One of the subtexts to much of the discussion surrounding Annapolis is the belief that a breakdown in the current peace process will have the same consequence as the breakdown in the previous peace process—that is, the explosion of another “intifada.” To take one example among many, on Thursday, Washington Post columnist Jackson Diehl ominously wrote that
For Olmert, Abbas, and Rice, the motivation for bulling through this familiar pattern of resistance may not be just courage but fear. All three know that if they fail this time, the result will not be the mere continuation of a miserable status quo. More likely, it will be another eruption of bloodshed and the consolidation of Hamas as the preeminent Palestinian power.
These kinds of predictions inject the Annapolis proceedings with a compelling sense of drama and urgency, but thankfully the stakes are not quite this high. It is easy to see why people who believe that the Palestinian terror war of 2000-2005 is accurately described by the word intifada (Arabic for “uprising”) would think that another one could come on the heels of failure at Annapolis.
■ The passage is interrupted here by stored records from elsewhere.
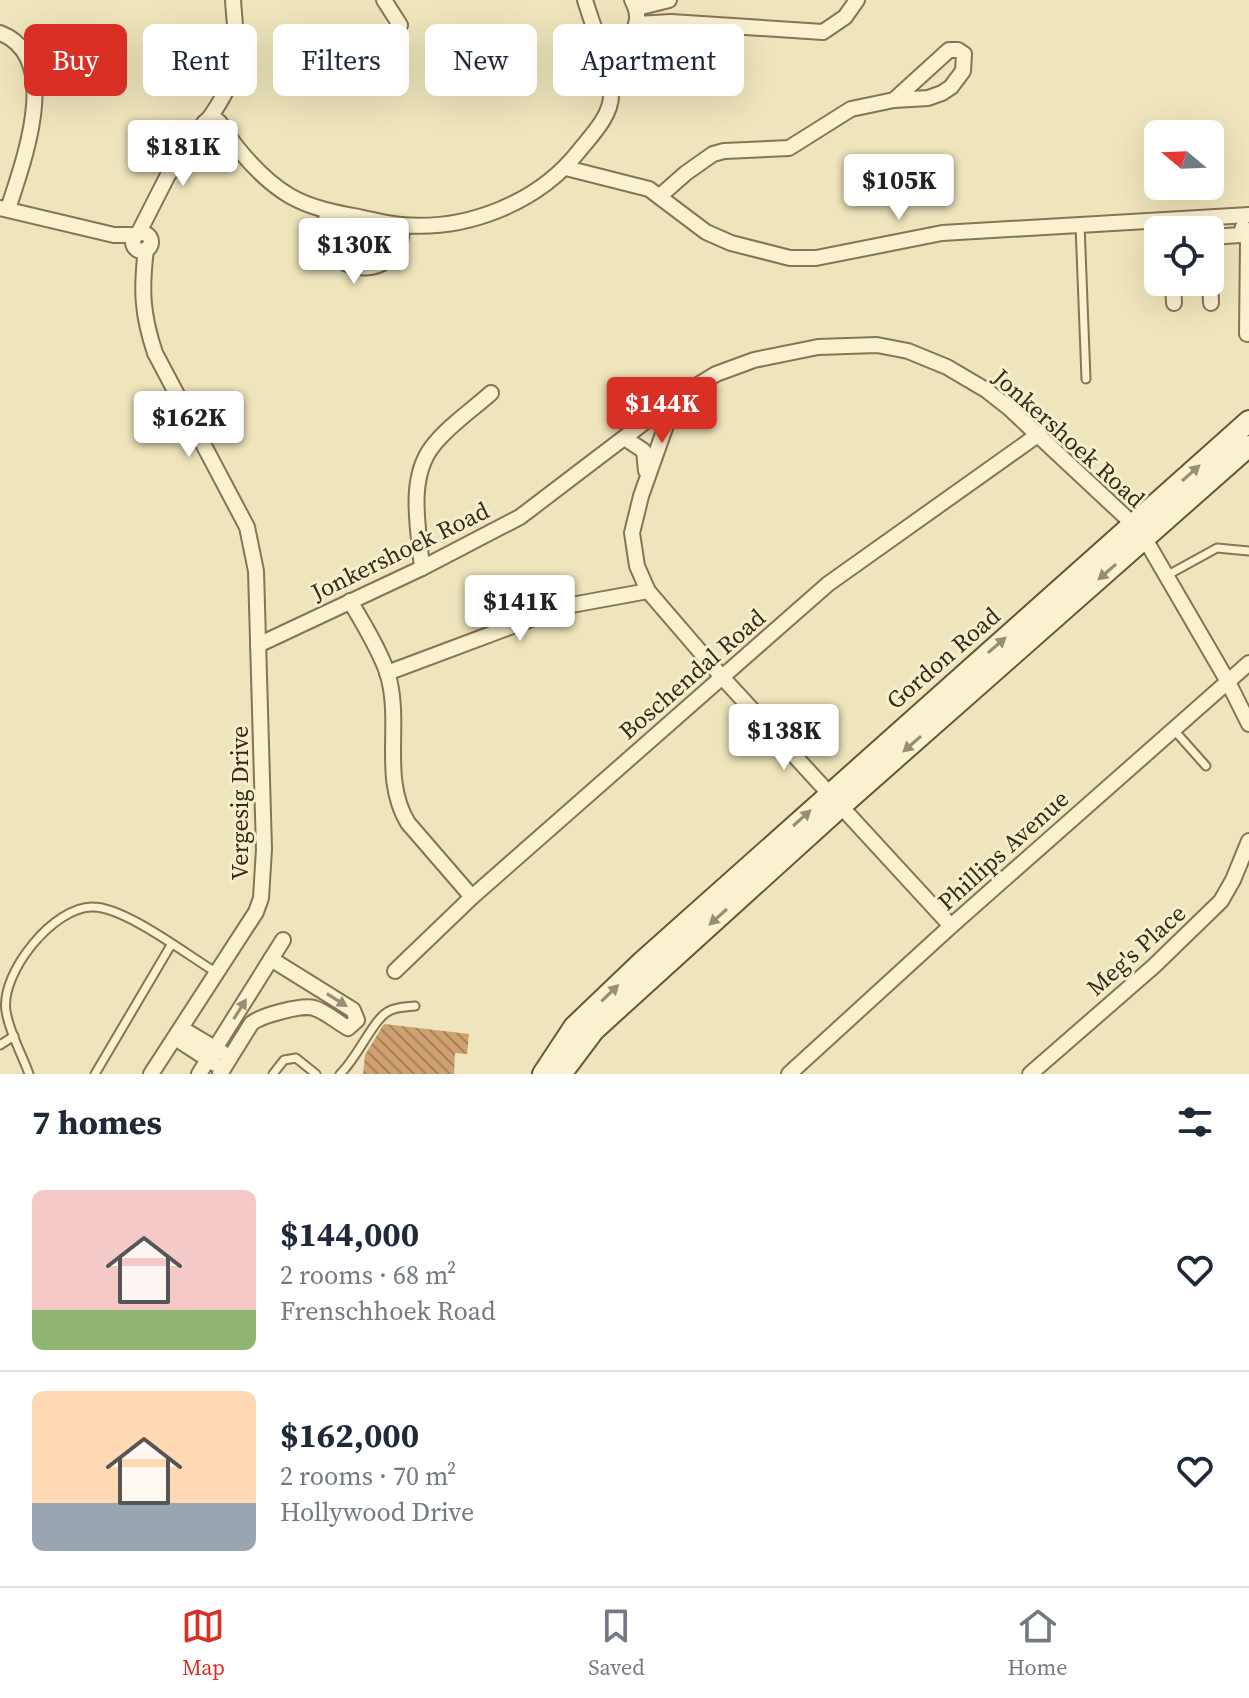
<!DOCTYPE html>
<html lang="en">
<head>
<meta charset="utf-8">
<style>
  :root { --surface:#fff; --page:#f2f2f3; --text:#1f2937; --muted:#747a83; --line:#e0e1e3; --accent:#d93025 }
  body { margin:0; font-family:"Source Serif 4",serif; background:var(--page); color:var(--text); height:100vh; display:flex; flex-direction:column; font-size:30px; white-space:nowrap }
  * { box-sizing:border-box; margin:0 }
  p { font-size:26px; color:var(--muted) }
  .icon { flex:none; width:44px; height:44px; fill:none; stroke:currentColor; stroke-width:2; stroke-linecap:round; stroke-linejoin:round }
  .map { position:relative; height:1074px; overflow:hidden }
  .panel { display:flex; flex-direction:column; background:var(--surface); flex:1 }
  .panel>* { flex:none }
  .banner { position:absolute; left:24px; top:24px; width:800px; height:72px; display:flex; gap:16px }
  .needle { width:52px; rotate:289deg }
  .controls { position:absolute; left:1144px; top:120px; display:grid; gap:16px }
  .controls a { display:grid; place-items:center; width:80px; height:80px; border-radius:12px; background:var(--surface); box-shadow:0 8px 32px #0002; font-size:40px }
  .price { position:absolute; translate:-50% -68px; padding:0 18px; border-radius:8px; background:#fff; color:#222; font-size:26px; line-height:52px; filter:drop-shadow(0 2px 4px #0008) }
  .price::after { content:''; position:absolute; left:50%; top:48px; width:24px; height:18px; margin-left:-12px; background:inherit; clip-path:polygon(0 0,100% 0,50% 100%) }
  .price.selected { background:var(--accent); color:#fff }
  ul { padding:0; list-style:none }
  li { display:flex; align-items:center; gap:24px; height:200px; padding:0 32px }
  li+li { border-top:2px solid var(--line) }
  li span { display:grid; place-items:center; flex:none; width:224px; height:160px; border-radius:12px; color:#555 }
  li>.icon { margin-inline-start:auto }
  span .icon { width:96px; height:96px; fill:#fffc; stroke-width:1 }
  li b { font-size:34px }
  h2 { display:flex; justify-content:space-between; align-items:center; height:96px; padding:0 32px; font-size:34px }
  .pill { padding:0 28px; border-radius:12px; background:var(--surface); box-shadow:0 8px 32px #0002; font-size:28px; line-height:72px }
  .pill.selected { background:var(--accent); color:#fff }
  .dock { display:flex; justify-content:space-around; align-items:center; height:112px; border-top:2px solid var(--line); background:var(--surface); font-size:22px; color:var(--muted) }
  .dock a { display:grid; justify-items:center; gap:4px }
  .dock .selected { color:var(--accent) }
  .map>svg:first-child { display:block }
  .building { fill:url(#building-back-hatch) }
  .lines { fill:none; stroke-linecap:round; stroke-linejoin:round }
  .lane-casing { stroke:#877455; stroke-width:11 }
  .street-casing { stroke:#877455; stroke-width:18 }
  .secondary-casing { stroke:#695538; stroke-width:24 }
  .lane { stroke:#faf1cf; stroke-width:7 }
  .street { stroke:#faf1cf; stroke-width:14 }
  .secondary { stroke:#faf1cf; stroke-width:20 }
  .oneway { fill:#988e75 }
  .labels { text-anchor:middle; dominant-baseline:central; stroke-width:6; stroke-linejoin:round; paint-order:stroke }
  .street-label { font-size:24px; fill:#362a1b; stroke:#f7eecc }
</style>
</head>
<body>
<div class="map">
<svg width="1249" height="1074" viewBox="0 0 1249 1074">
  <defs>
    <pattern id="building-back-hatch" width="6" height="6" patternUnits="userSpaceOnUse" patternTransform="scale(2)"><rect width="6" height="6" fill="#cfa070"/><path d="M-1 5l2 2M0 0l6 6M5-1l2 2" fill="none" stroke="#a9835b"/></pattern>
  </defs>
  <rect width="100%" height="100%" fill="#efe5bc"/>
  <path class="building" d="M384,1024L469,1034L467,1054L455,1053L454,1074H363L365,1055Z"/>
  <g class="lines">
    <defs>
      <g id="lane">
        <path d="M1080,225L1086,379"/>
        <path d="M1166,576L1217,548L1249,551"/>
        <path d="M1174,730L1206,766"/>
        <path d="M0,1045L14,1036"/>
        <path d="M29,1074C22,1054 9,1032 6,1011C0,973 54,906 93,907C125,907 187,955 217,973"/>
        <path d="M95,1074L171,945"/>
        <path d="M273,1074L284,1060L296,1058L316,1074"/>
        <path d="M340,1074C357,1059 373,1019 389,1011C396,1007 407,1007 415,1006"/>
      </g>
      <g id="street">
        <path d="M384,0L400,25"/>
        <path d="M637,8L669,0"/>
        <path d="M637,24L671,22L823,32L845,17L857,0"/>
        <path d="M0,33C64,57 22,165 8,209"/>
        <path d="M600,50C626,45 647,27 632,0"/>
        <circle cx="212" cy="129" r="10"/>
        <path d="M208,120C243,71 237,57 233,0"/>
        <path d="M222,127C240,153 263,180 290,196C311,208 336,213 359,217C373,220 387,224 401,225C467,231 538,203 579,151C591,136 612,115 611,94C611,71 592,24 585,0"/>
        <path d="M566,168L649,189L706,232L731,243L790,258H816L942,233L1249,215"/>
        <path d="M661,195L686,173L713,154L724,151L789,148L851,109L894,100L928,98L942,93L951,87L963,71L964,54L958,50H949L894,100"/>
        <path d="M0,208L114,235H136"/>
        <path d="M328,212C307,276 403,290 402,225"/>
        <path d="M1243,233L1248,241L1247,334"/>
        <circle cx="142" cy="242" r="9"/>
        <path d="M138,234L168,175L203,126"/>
        <path d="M1210,237L1240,235L1243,227"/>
        <path d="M146,249C141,290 142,314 155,353L247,527L256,571L264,849L261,898L256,912L151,1074"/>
        <path d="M1210,276L1211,303"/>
        <path d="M1173,282L1174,303"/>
        <path d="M675,400L641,496L632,533L637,566L648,591L722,677L951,926"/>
        <path d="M626,439L644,451L646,471"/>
        <path d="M422,568C419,530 407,480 432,447C447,427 472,410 491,393"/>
        <path d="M350,601C363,623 379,649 387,672C403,722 380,777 408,823L472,897"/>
        <path d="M258,645L422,568L520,517L675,399L716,374L754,360L818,347L877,345L908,351L947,367L986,390L1009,408L1134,525L1145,539L1227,680L1249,724"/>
        <path d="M387,673L566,606L648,591"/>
        <path d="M395,971L472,897L828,584L1039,434"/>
        <path d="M181,1028L223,1053"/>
        <path d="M175,1038L215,1064"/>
        <path d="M199,1074L283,940"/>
        <path d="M220,1074L251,1024C259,1016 303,1004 314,1008C326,1012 337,1022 348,1028L357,1020L353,1010L271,959"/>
        <path d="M789,1074L951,926L1249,663"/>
        <path d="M1030,1074L1154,966L1221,901L1233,880L1249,841"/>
      </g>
      <g id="secondary">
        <path d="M543,1074L574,1027L642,962L1249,421"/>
        <path d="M561,1074L594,1030L841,806L1249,446"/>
      </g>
    </defs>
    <use href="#lane" class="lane-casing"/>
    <use href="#street" class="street-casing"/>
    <use href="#secondary" class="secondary-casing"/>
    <use href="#lane" class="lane"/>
    <use href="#street" class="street"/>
    <use href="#secondary" class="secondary"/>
  </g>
  <defs><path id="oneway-solid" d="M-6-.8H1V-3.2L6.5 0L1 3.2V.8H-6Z" transform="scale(2)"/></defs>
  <g class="oneway">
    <use href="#oneway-solid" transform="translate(1191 473) rotate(-42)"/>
    <use href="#oneway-solid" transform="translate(1107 572) rotate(139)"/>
    <use href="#oneway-solid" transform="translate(997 645) rotate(-41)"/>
    <use href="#oneway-solid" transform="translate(912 744) rotate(139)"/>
    <use href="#oneway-solid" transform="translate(802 818) rotate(-42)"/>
    <use href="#oneway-solid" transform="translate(718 917) rotate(138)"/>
    <use href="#oneway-solid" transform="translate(610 993) rotate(-44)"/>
    <use href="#oneway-solid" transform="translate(337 1000) rotate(32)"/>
    <use href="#oneway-solid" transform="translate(240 1009) rotate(-58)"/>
  </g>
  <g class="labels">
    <g class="street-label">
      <text transform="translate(1069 438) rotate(42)">Jonkershoek Road</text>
      <text transform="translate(400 551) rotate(-26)">Jonkershoek Road</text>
      <text transform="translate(943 658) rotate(-41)">Gordon Road</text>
      <text transform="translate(692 674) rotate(-41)">Boschendal Road</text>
      <text transform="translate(239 803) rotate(-90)">Vergesig Drive</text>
      <text transform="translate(1003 850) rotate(-42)">Phillips Avenue</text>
      <text transform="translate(1136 950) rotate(-42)">Meg's Place</text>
    </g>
  </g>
</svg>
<div class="controls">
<a><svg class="needle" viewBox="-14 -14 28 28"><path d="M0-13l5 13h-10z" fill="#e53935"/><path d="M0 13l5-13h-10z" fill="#747a83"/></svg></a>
<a><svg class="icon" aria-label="locate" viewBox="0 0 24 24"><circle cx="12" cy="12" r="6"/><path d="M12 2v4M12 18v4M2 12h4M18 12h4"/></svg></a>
</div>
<b class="price" style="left:183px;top:188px">$181K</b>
<b class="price" style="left:899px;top:222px">$105K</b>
<b class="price" style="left:354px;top:286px">$130K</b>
<b class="price selected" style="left:662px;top:445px">$144K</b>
<b class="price" style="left:189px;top:459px">$162K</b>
<b class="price" style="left:520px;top:643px">$141K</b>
<b class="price" style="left:784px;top:772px">$138K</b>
<div class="banner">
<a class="pill selected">Buy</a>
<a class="pill">Rent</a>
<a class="pill">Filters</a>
<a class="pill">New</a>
<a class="pill">Apartment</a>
</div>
</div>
<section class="panel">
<h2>7 homes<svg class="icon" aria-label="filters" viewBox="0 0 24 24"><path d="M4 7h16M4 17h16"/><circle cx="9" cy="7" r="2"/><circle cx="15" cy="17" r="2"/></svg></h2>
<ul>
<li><span style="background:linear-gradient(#f6c9c9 75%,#8fb573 0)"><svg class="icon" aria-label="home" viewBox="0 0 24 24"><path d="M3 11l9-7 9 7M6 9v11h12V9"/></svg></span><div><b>$144,000</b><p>2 rooms · 68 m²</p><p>Frenschhoek Road</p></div><svg class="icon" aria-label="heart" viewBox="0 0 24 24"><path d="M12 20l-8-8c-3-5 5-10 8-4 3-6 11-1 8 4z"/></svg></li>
<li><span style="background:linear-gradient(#ffd9b3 70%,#9aa5b1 0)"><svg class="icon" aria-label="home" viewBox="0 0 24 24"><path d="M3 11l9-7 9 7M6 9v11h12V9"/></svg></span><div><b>$162,000</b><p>2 rooms · 70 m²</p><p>Hollywood Drive</p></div><svg class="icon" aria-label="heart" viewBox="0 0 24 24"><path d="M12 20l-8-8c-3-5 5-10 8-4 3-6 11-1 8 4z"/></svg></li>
</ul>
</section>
<nav class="dock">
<a class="selected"><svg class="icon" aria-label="map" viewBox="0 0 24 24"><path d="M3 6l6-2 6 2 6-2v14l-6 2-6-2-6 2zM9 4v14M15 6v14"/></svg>Map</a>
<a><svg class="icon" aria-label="saved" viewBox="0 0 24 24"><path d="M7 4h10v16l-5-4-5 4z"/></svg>Saved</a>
<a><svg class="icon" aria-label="home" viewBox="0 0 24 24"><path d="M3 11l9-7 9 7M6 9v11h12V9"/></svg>Home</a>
</nav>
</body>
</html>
Intifada implies a spontaneous, organic, and democratic response to injustice and frustration. But the campaign of organized terrorism that was launched in 2000 was nothing of the sort—it was Arafat’s answer, supported by almost the entirety of the Palestinian leadership, to the question with which Bill Clinton and Ehud Barak confronted him at Camp David: Are you prepared to abandon being the head of a terrorist organization in order to become the head of a peaceful state?
The 2000-2005 terror war was not an outpouring of political or social frustration, but rather an attempt at so thoroughly terrorizing and intimidating the Israeli public that the Israeli government would concede almost anything to make the suicide bombings stop. For its success the terror war required political, military, and religious leadership and organization, arms supplies (remember the Karine A?), and funding—and it also required an enemy that was caught off-guard by the suddenness and depravity of the attacks. None of these factors exists today, primarily due to the total defeat of Arafat’s terror offensive.
Israel’s victory involved several key elements: the killing and imprisonment of large numbers of the Palestinian corps of jihadists, especially the terror leaders; the construction of a security wall that today makes Palestinian penetration of Israel immeasurably more difficult; and a revolution in Israel’s intelligence-gathering and military operations in the West Bank and Gaza. By way of everything from checkpoints and electronic surveillance to the cultivation of networks of informants and the deployment of undercover operatives, the Shabak (the Shin Bet, Israel’s internal security service and counterintelligence agency) and IDF dramatically have curtailed the ability of Palestinian terror groups to organize themselves and attack Israel.
You wouldn’t know much of this living in the U.S., where the daily heroics of the Israeli security services largely go unnoticed. A lot of people—such as Washington Post columnist Jackson Diehl—apparently believe that the suicide bombings of the “second intifada” no longer occur because the Palestinians gave up the tactic, or decided to halt their offensive, or no longer wish to use terrorism to kill Jews. Diehl and his ilk seem to think that such attacks can be resumed at any moment. But they are badly misguided. Anyone who doubts this should read the Israeli press on a daily basis, where stories of suicide bombings thwarted in the West Bank—as opposed to stories of suicide bombers detonating themselves in Tel Aviv—are regular occurrences.
Annapolis may accomplish—or more likely will not accomplish—many things. But something that is not in the offing is a resumption of the bloodshed of the 2000-2005 Palestinian terror war.